▸ **Your objective**
For each entry, restate it word for word while omitting any image it holds.

Dataset entries
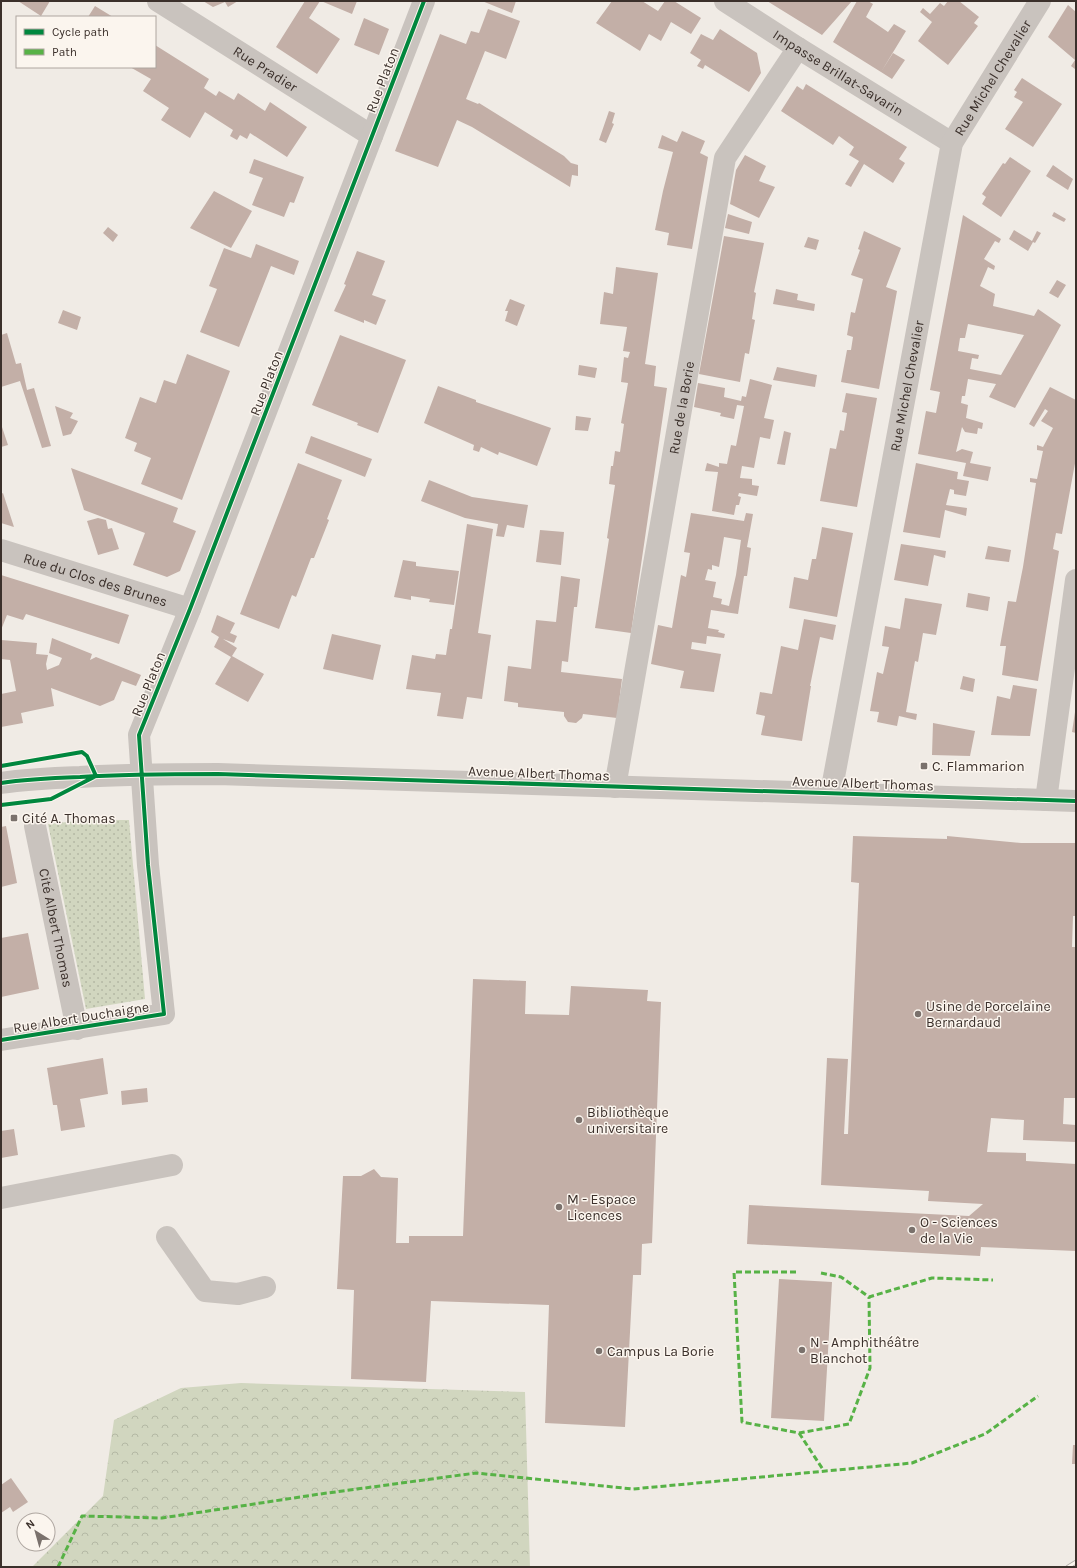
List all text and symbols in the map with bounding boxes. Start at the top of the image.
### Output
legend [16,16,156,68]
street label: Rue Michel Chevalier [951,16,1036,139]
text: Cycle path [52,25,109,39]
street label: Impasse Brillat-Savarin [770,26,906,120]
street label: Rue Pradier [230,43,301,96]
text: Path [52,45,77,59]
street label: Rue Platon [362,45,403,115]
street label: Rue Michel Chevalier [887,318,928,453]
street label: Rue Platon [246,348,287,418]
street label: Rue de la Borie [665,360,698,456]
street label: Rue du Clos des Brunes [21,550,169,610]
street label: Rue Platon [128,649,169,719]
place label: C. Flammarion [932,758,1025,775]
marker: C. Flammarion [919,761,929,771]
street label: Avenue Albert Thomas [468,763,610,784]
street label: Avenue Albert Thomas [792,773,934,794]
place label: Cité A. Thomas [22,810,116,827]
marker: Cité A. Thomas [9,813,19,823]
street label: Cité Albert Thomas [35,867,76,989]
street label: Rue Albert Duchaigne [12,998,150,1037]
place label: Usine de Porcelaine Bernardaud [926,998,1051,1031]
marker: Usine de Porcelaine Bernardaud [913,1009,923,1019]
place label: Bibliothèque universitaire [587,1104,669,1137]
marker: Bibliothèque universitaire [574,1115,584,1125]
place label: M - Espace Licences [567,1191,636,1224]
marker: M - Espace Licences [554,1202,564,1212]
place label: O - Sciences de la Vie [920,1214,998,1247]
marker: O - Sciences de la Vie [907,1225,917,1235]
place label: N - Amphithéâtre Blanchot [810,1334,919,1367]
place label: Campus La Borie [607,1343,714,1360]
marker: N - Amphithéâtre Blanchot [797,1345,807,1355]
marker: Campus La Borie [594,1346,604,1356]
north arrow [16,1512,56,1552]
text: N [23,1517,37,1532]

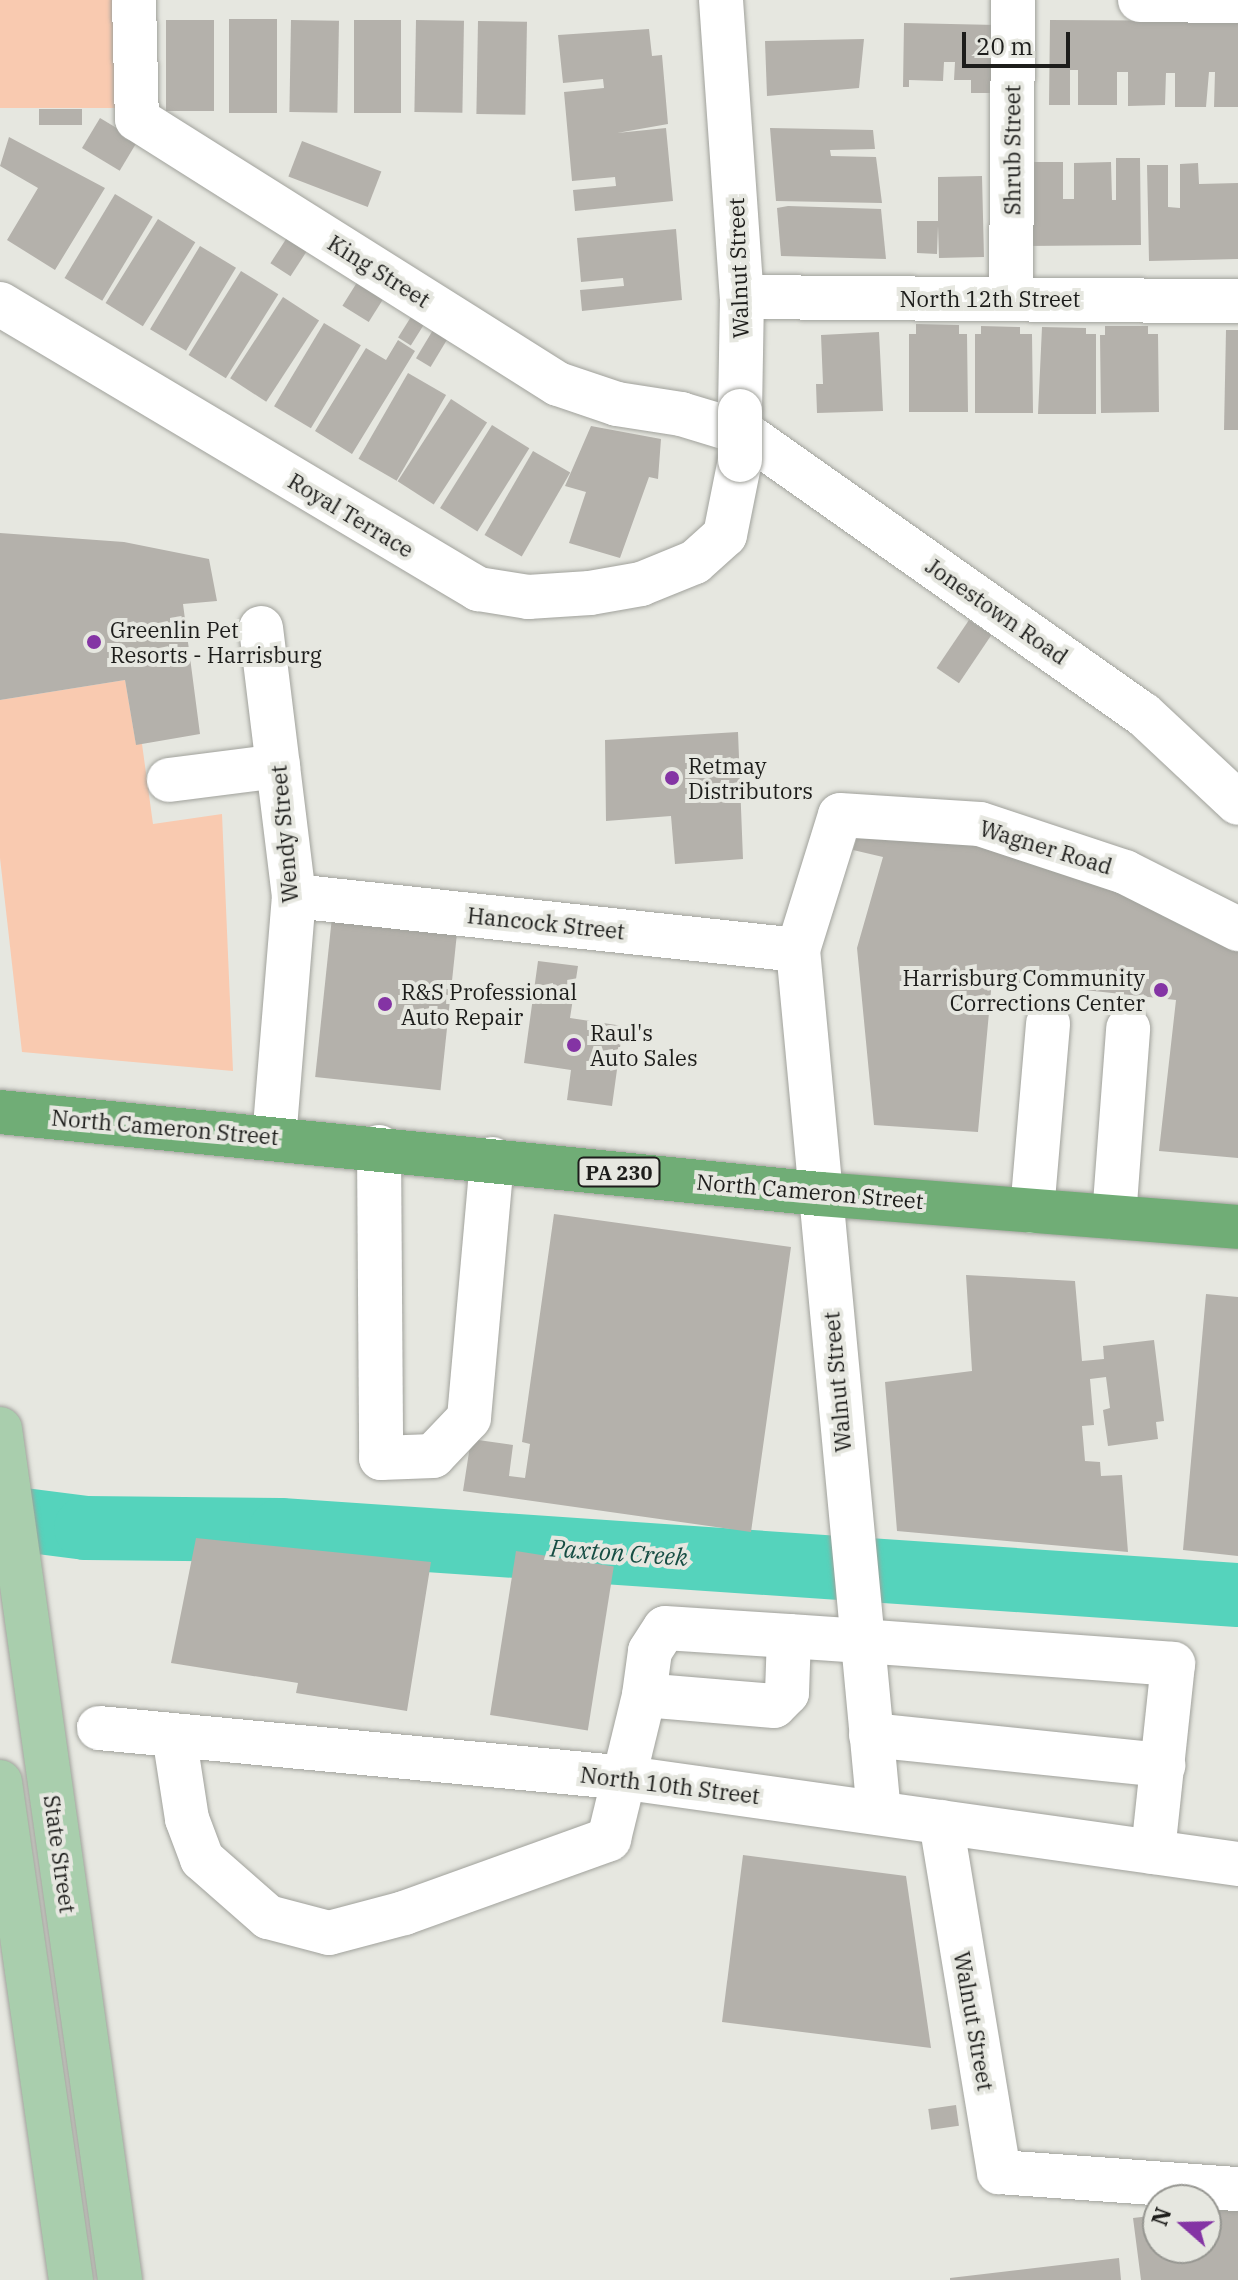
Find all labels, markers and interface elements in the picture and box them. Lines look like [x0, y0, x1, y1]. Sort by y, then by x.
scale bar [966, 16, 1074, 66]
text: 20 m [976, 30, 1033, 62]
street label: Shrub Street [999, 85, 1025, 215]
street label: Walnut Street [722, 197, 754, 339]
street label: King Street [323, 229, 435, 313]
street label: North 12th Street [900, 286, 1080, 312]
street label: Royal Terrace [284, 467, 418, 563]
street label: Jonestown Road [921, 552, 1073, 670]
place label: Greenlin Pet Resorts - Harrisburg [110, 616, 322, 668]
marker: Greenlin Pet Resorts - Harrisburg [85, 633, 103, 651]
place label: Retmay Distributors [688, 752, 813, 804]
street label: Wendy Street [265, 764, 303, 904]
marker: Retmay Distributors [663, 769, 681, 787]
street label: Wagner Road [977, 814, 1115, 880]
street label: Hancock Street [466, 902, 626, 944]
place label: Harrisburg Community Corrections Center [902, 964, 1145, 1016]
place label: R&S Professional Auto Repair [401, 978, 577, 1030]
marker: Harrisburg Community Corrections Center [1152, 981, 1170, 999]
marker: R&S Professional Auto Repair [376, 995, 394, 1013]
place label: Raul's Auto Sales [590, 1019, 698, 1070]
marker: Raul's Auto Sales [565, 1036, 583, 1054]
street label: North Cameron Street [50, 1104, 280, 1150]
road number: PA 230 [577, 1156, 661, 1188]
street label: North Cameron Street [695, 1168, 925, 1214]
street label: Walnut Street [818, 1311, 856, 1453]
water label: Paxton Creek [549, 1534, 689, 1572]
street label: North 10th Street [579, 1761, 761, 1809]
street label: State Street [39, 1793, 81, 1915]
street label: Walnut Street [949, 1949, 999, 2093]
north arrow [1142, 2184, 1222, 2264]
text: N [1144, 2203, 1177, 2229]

▸ **Answer space**
List all text and symbols in the map with bounding boxes. Start at the top of the image.
### Output
legend [16,16,156,68]
street label: Rue Michel Chevalier [951,16,1036,139]
text: Cycle path [52,25,109,39]
street label: Impasse Brillat-Savarin [770,26,906,120]
street label: Rue Pradier [230,43,301,96]
text: Path [52,45,77,59]
street label: Rue Platon [362,45,403,115]
street label: Rue Michel Chevalier [887,318,928,453]
street label: Rue Platon [246,348,287,418]
street label: Rue de la Borie [665,360,698,456]
street label: Rue du Clos des Brunes [21,550,169,610]
street label: Rue Platon [128,649,169,719]
place label: C. Flammarion [932,758,1025,775]
marker: C. Flammarion [919,761,929,771]
street label: Avenue Albert Thomas [468,763,610,784]
street label: Avenue Albert Thomas [792,773,934,794]
place label: Cité A. Thomas [22,810,116,827]
marker: Cité A. Thomas [9,813,19,823]
street label: Cité Albert Thomas [35,867,76,989]
street label: Rue Albert Duchaigne [12,998,150,1037]
place label: Usine de Porcelaine Bernardaud [926,998,1051,1031]
marker: Usine de Porcelaine Bernardaud [913,1009,923,1019]
place label: Bibliothèque universitaire [587,1104,669,1137]
marker: Bibliothèque universitaire [574,1115,584,1125]
place label: M - Espace Licences [567,1191,636,1224]
marker: M - Espace Licences [554,1202,564,1212]
place label: O - Sciences de la Vie [920,1214,998,1247]
marker: O - Sciences de la Vie [907,1225,917,1235]
place label: N - Amphithéâtre Blanchot [810,1334,919,1367]
place label: Campus La Borie [607,1343,714,1360]
marker: N - Amphithéâtre Blanchot [797,1345,807,1355]
marker: Campus La Borie [594,1346,604,1356]
north arrow [16,1512,56,1552]
text: N [23,1517,37,1532]

Find all labels, markers and interface elements in the picture and box them. Lines look like [x0, y0, x1, y1]. Sort by y, then by x.
scale bar [966, 16, 1074, 66]
text: 20 m [976, 30, 1033, 62]
street label: Shrub Street [999, 85, 1025, 215]
street label: Walnut Street [722, 197, 754, 339]
street label: King Street [323, 229, 435, 313]
street label: North 12th Street [900, 286, 1080, 312]
street label: Royal Terrace [284, 467, 418, 563]
street label: Jonestown Road [921, 552, 1073, 670]
place label: Greenlin Pet Resorts - Harrisburg [110, 616, 322, 668]
marker: Greenlin Pet Resorts - Harrisburg [85, 633, 103, 651]
place label: Retmay Distributors [688, 752, 813, 804]
street label: Wendy Street [265, 764, 303, 904]
marker: Retmay Distributors [663, 769, 681, 787]
street label: Wagner Road [977, 814, 1115, 880]
street label: Hancock Street [466, 902, 626, 944]
place label: Harrisburg Community Corrections Center [902, 964, 1145, 1016]
place label: R&S Professional Auto Repair [401, 978, 577, 1030]
marker: Harrisburg Community Corrections Center [1152, 981, 1170, 999]
marker: R&S Professional Auto Repair [376, 995, 394, 1013]
place label: Raul's Auto Sales [590, 1019, 698, 1070]
marker: Raul's Auto Sales [565, 1036, 583, 1054]
street label: North Cameron Street [50, 1104, 280, 1150]
road number: PA 230 [577, 1156, 661, 1188]
street label: North Cameron Street [695, 1168, 925, 1214]
street label: Walnut Street [818, 1311, 856, 1453]
water label: Paxton Creek [549, 1534, 689, 1572]
street label: North 10th Street [579, 1761, 761, 1809]
street label: State Street [39, 1793, 81, 1915]
street label: Walnut Street [949, 1949, 999, 2093]
north arrow [1142, 2184, 1222, 2264]
text: N [1144, 2203, 1177, 2229]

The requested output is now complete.